Assignment: Omitting all images, set down every line below exactly as it appears.

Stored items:
——

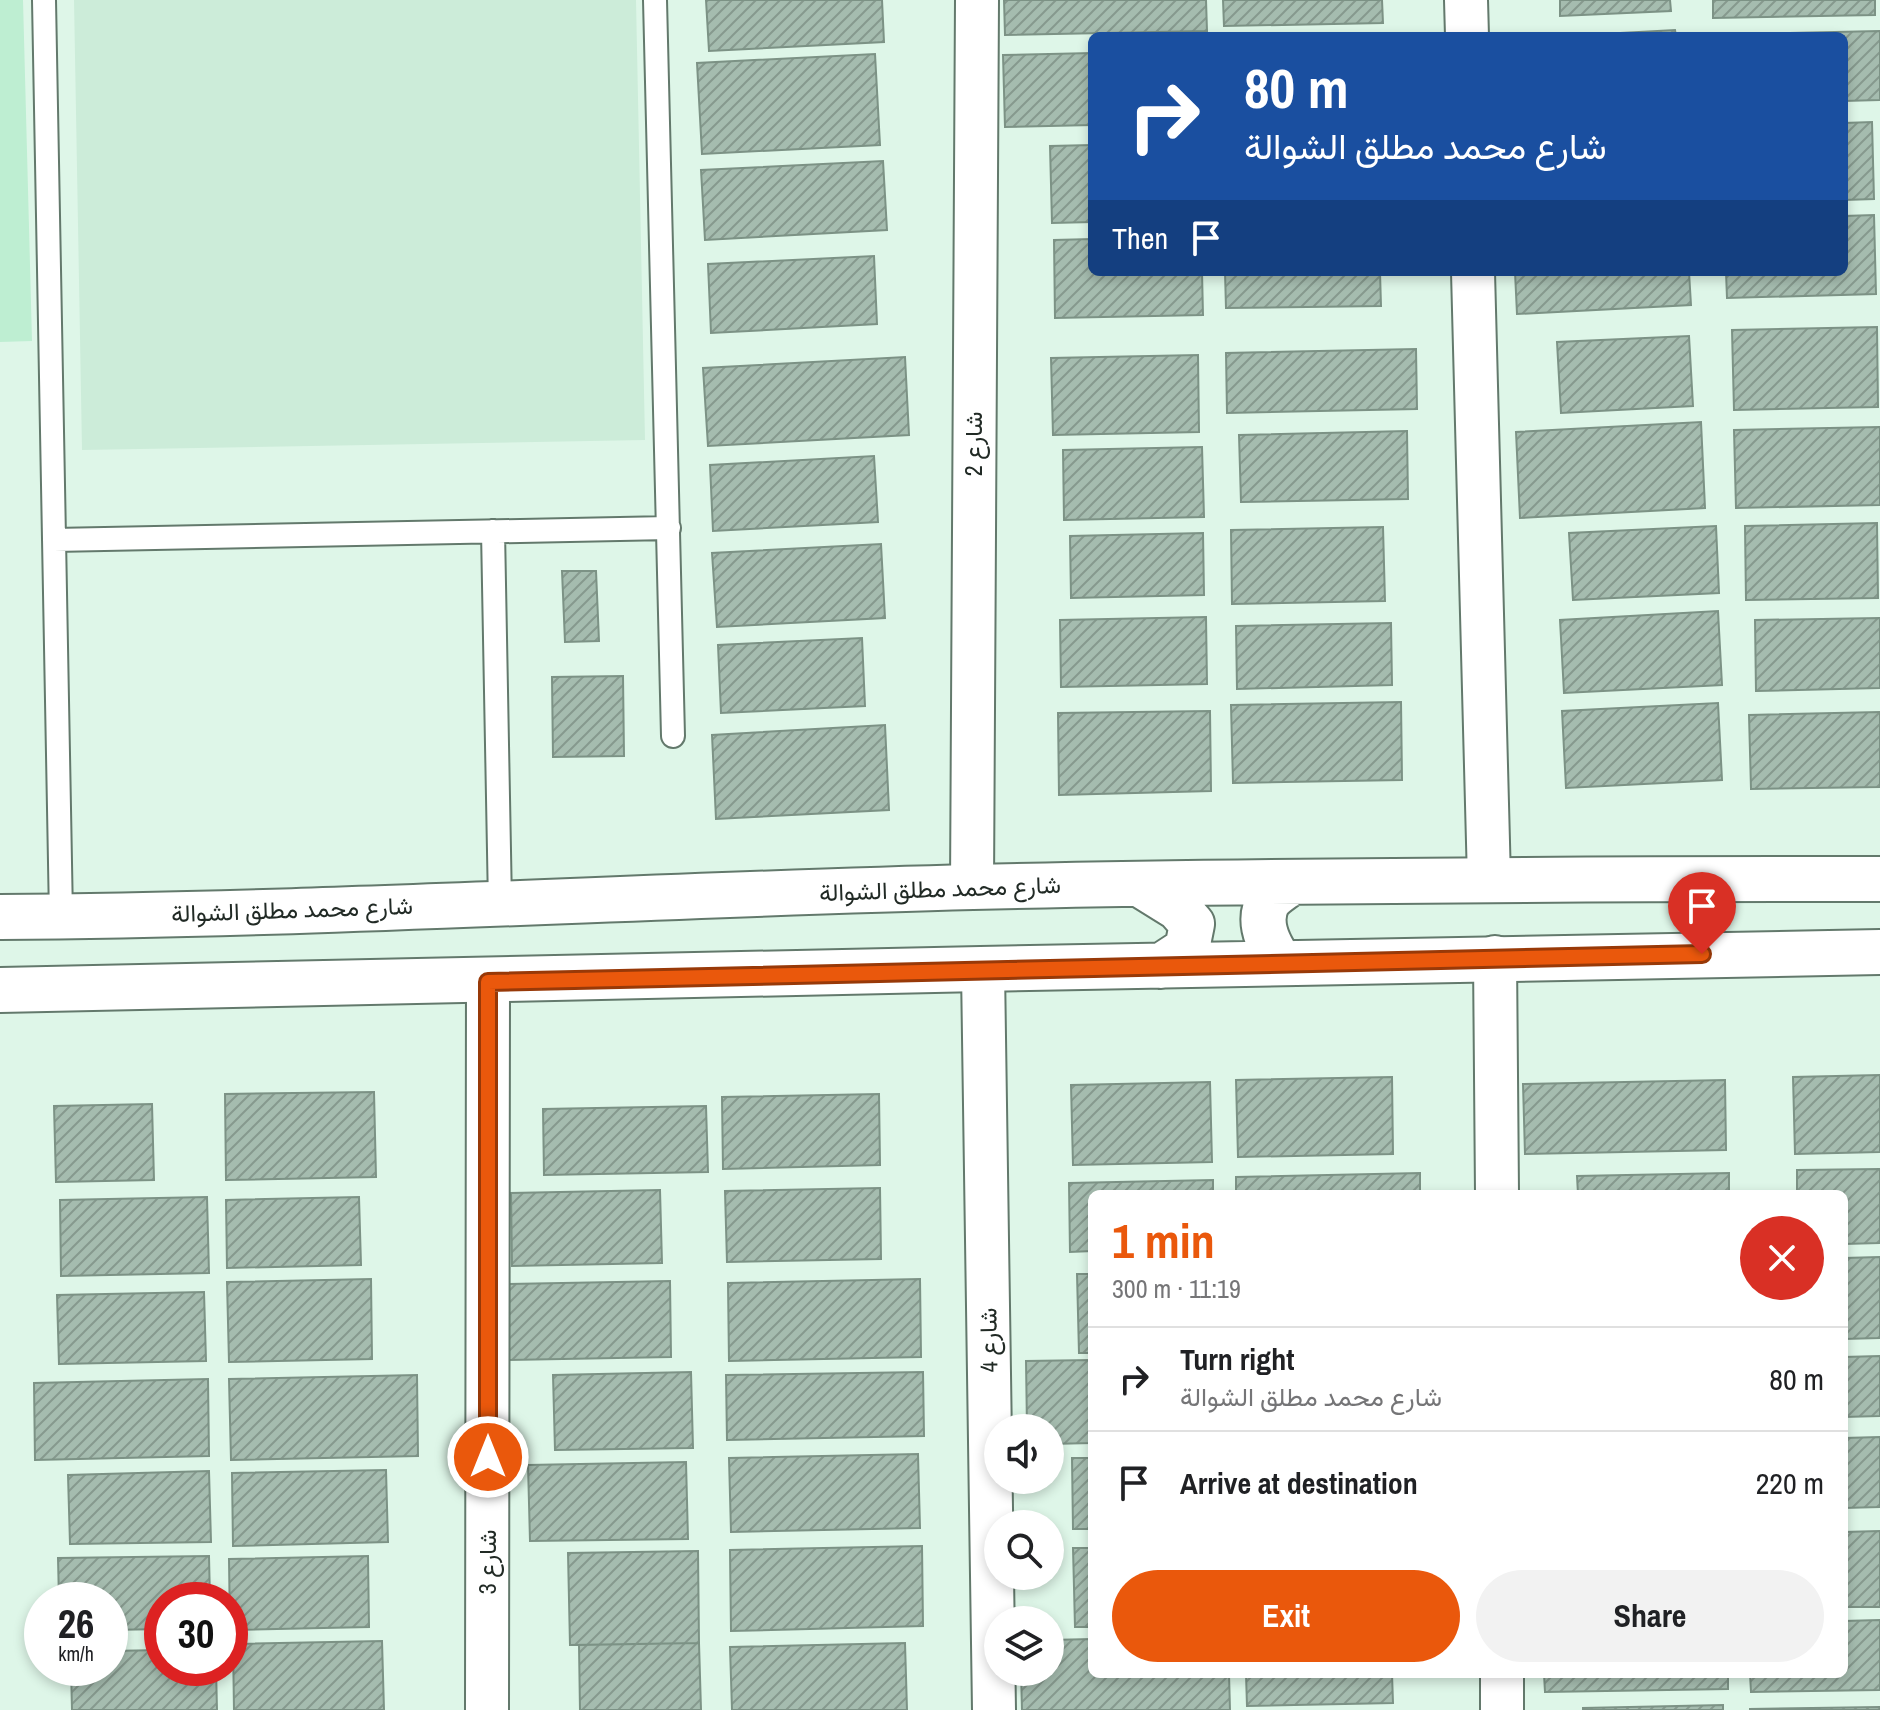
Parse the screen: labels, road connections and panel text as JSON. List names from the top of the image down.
{
  "streets": {
    "street": [
      "شارع 2",
      "شارع محمد مطلق الشوالة",
      "شارع 4",
      "شارع 3"
    ]
  },
  "crossings": [
    ["شارع 2", "شارع محمد مطلق الشوالة"]
  ],
  "page": {
    "turn": ["80 m", "شارع محمد مطلق الشوالة"],
    "then": "Then",
    "heading": ["1 min", "300 m · 11:19"],
    "list": [
      {
        "name": "Turn right",
        "note": "شارع محمد مطلق الشوالة",
        "value": "80 m"
      },
      {
        "name": "Arrive at destination",
        "value": "220 m"
      }
    ],
    "buttons": ["Exit", "Share"],
    "speed": "26 km/h",
    "limit": "30"
  }
}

——

The answer:
Parse the screen: labels, road connections and panel text as JSON. List names from the top of the image down.
{
  "streets": {
    "street": [
      "شارع 2",
      "شارع محمد مطلق الشوالة",
      "شارع 4",
      "شارع 3"
    ]
  },
  "crossings": [
    ["شارع 2", "شارع محمد مطلق الشوالة"]
  ],
  "page": {
    "turn": ["80 m", "شارع محمد مطلق الشوالة"],
    "then": "Then",
    "heading": ["1 min", "300 m · 11:19"],
    "list": [
      {
        "name": "Turn right",
        "note": "شارع محمد مطلق الشوالة",
        "value": "80 m"
      },
      {
        "name": "Arrive at destination",
        "value": "220 m"
      }
    ],
    "buttons": ["Exit", "Share"],
    "speed": "26 km/h",
    "limit": "30"
  }
}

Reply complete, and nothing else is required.